Mission Monthly – March 2006

“He learned to know the art of right living in two worlds at the same time.”

St. Nikolai Velimirovic on the Life of St. Sava of Serbia

What is this “art of right living in two worlds at the same time” such as St. Sava “learned to know“?I am so intrigued by this that I have chosen to read St. Nikolai’s “Life of St. Sava” as my first Lenten devotional reading. I imagine that the skilled practice of this “art” is a very rare skill, and that no one should even dare to presume to be a practitioner of it. Nevertheless it does seem to me to be at minimum a goal of tremendous importance for those of us called not to the monastic life but rather to life “in the world.”

As we begin our Lenten journey it is very important to remember that all our efforts have but one purpose: to prepare ourselves to enter into our Lord’s Passion, Death and Resurrection. Entering into is very different from simply remembering. Our God’s salvific action is not intended to be consigned to the realm of reminiscence or reenactment. None of us were present to experience first hand those tragically profound events of history, and in this we see one of the great mysteries of God’s Holy Church: our participation in Her life is participation in the realm of heaven itself. Our Divine Liturgy is not a recollection but rather a reality of true, heavenly worship. Upon our earthly altar sits the eternal King of Glory, Christ our True God. In Holy Baptism we die with Christ in order to rise with Him in the Resurrection. In Holy Chrismation we are “sealed” with the gift of the Holy Spirit now dwelling within us. In Holy Confession we speak directly to God in tearful sincerity that our sins be washed away by the true gift of forgiveness. We must understand that these and all our actions in the life of God’s Church are not mere external acts imposed upon us. They are a complete union—a harmonious joining of the eternal and temporal within the very essence of our lives! And so too is Holy Week and Pascha, where we again enter into the once for all sacrifice of the Son of God!

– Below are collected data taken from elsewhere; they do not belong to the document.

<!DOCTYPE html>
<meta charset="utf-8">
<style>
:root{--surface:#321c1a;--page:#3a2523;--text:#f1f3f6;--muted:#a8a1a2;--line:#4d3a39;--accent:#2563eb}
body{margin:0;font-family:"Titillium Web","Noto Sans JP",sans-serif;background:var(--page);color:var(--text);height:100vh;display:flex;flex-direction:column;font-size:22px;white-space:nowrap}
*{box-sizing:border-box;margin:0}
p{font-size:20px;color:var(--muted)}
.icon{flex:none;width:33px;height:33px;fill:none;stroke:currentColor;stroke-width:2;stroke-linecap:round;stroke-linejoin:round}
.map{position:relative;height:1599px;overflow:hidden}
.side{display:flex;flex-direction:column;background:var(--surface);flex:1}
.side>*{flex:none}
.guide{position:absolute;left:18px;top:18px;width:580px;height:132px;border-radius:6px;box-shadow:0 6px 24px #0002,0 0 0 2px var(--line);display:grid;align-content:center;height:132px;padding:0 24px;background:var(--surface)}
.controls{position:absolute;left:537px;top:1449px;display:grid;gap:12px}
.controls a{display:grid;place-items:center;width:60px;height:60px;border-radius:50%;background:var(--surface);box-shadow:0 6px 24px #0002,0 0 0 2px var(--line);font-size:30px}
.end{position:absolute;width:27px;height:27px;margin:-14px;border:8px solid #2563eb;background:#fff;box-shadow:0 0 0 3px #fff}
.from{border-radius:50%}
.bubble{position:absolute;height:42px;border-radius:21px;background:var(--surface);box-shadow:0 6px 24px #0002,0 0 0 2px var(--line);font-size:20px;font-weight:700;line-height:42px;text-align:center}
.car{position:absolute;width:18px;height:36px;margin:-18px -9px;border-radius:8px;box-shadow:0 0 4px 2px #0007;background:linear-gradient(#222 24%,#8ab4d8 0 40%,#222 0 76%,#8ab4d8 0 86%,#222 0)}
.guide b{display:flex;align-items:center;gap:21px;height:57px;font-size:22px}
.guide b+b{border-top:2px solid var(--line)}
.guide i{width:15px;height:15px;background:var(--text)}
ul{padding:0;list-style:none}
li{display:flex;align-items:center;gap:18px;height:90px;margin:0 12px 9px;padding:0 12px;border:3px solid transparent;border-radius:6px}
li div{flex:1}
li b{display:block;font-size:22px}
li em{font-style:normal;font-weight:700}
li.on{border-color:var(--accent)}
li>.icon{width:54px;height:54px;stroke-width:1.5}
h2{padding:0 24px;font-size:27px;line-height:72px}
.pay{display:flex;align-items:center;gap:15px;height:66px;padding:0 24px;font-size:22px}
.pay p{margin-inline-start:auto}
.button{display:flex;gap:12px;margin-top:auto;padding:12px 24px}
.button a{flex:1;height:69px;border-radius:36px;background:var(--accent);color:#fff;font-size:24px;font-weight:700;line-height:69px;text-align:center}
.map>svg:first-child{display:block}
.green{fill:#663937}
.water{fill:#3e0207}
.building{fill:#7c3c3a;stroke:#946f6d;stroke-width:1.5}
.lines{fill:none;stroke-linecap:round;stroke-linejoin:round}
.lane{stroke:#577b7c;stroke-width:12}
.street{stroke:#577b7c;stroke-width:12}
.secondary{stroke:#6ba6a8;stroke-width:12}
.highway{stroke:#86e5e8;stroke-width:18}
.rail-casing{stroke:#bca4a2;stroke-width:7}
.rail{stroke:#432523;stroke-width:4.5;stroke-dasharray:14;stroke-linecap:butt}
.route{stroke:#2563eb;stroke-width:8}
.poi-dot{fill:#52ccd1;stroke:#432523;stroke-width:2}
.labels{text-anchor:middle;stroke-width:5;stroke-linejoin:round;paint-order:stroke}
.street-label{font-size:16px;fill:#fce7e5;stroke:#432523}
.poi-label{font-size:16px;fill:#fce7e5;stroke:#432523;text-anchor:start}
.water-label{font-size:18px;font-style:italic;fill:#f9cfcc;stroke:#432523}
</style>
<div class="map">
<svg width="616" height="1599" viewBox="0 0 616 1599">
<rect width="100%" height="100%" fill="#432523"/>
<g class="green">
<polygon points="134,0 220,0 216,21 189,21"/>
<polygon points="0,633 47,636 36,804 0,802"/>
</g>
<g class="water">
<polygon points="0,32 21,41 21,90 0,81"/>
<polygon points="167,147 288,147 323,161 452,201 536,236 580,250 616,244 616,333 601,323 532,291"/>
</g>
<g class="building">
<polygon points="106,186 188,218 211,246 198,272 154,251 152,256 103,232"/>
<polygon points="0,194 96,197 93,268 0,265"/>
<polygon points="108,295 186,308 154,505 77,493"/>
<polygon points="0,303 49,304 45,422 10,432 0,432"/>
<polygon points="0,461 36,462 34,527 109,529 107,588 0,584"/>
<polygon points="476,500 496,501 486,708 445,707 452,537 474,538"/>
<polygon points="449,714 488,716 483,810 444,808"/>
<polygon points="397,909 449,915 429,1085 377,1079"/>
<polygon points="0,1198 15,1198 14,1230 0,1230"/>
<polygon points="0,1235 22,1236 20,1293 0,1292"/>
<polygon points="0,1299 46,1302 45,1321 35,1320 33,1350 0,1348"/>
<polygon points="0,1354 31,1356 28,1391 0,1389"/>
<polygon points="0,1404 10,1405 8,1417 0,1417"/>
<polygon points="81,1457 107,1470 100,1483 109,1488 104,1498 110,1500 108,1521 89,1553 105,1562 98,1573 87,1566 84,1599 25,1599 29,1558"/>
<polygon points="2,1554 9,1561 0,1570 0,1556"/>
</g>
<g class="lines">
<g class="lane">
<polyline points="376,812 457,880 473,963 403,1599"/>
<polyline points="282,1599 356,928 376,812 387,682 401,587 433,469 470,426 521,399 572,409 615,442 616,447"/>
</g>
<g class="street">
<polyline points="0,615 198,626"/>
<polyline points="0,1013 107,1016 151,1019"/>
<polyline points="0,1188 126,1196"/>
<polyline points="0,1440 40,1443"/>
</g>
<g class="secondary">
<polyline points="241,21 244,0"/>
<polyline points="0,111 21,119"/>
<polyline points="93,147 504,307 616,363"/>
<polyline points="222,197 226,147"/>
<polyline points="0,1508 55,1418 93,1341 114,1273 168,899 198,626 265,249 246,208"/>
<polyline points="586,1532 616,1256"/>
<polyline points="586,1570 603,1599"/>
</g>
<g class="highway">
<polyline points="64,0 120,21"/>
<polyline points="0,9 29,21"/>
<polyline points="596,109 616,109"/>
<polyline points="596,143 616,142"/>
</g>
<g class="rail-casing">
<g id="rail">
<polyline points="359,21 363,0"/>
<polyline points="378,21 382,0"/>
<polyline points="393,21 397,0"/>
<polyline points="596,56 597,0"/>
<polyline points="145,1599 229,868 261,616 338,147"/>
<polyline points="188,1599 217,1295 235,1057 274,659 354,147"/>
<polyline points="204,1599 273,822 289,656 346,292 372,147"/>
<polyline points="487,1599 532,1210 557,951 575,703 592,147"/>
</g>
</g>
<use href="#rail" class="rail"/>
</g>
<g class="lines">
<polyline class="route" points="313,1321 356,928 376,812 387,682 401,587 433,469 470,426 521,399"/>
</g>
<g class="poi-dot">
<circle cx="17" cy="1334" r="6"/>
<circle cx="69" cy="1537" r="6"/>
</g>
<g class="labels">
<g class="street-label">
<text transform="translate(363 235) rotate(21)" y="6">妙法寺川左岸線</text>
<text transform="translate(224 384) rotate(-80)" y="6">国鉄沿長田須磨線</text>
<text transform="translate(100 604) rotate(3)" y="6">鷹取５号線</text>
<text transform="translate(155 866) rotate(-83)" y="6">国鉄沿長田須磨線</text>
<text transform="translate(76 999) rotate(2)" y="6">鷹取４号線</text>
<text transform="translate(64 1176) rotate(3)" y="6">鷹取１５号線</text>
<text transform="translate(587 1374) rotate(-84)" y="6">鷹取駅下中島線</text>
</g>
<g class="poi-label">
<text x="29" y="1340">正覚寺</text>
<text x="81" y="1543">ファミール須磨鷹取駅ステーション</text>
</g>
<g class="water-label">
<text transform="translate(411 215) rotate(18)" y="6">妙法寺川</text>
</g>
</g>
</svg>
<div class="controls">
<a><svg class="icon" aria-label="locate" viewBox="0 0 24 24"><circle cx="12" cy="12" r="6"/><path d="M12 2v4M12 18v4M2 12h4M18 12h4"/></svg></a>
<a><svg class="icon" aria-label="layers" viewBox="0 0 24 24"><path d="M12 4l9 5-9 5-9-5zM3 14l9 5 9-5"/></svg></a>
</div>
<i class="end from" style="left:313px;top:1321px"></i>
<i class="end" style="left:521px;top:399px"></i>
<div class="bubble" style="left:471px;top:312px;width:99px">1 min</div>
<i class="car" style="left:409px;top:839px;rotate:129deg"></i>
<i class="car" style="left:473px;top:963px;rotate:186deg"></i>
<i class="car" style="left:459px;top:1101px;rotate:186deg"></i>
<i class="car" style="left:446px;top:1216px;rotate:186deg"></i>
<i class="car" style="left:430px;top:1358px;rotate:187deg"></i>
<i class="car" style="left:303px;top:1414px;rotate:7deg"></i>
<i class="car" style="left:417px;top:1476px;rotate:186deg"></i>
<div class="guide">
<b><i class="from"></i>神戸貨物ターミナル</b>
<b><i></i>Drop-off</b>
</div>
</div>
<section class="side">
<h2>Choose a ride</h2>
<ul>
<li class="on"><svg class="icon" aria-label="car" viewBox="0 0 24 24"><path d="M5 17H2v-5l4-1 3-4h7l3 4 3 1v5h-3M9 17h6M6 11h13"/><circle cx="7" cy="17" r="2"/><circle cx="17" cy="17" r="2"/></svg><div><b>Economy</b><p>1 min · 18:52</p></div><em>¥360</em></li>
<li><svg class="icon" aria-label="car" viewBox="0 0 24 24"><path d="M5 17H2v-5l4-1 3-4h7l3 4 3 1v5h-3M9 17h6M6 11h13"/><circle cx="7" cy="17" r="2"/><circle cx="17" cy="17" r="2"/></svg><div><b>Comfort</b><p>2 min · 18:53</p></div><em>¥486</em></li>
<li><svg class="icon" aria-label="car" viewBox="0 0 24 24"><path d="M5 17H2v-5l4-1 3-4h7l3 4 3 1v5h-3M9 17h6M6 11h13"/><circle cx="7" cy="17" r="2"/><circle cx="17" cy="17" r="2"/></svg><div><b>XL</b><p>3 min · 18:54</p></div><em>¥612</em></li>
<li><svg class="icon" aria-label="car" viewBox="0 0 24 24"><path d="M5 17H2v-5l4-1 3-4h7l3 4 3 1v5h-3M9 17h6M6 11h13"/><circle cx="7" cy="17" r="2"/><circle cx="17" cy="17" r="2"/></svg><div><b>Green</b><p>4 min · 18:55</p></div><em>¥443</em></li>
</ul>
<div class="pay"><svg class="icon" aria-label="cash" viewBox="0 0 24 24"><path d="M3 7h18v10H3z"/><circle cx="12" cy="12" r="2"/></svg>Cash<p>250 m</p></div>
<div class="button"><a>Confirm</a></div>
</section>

The season of Lent is often referred to in the Church as the “season of abstinence.” When we see and truly recognize the present reality of “the harmonious joining of the eternal and temporal within the very essence of our lives” we are helped to understand the very practical nature of our abstinence. Who cannot admit to the very real struggle that “worldly cares” often present to us, even when very natural and good responsibilities from time to time overwhelm us and disrupt our life in Christ? When we seem to be trying our hardest we still encounter the difficulties of maintaining the balance of right living in these two worlds. More often than not I find myself attending to my material needs at the expense of my spiritual needs. It is for this reason that this holy season of abstinence is given to us year after year, that by preparing for and entering again into our Lord’s Holy Pascha we will continue the good work of bringing proper order to our spiritual and material lives.

I am excited to begin reading the Life of St. Sava. He was a prince of the Serbian nation and a great spiritual leader of his people. His ordered life must have been one to behold. Jesus told His disciples, “You, therefore, must be perfect, as your heavenly Father is perfect” (Matt 5:48). I don’t know that St. Sava achieved perfection but I do know that his life is sure to illumine my path. This Lent we are given another opportunity to truly seek perfection as Christians living in the world. Let us make the most of this blessed opportunity, that the truth of our natures might be revealed. For the fullness of our salvation is a two world reality—what a blessing it would be if we could indeed “learn to know the art” of living fully, and rightly, in both.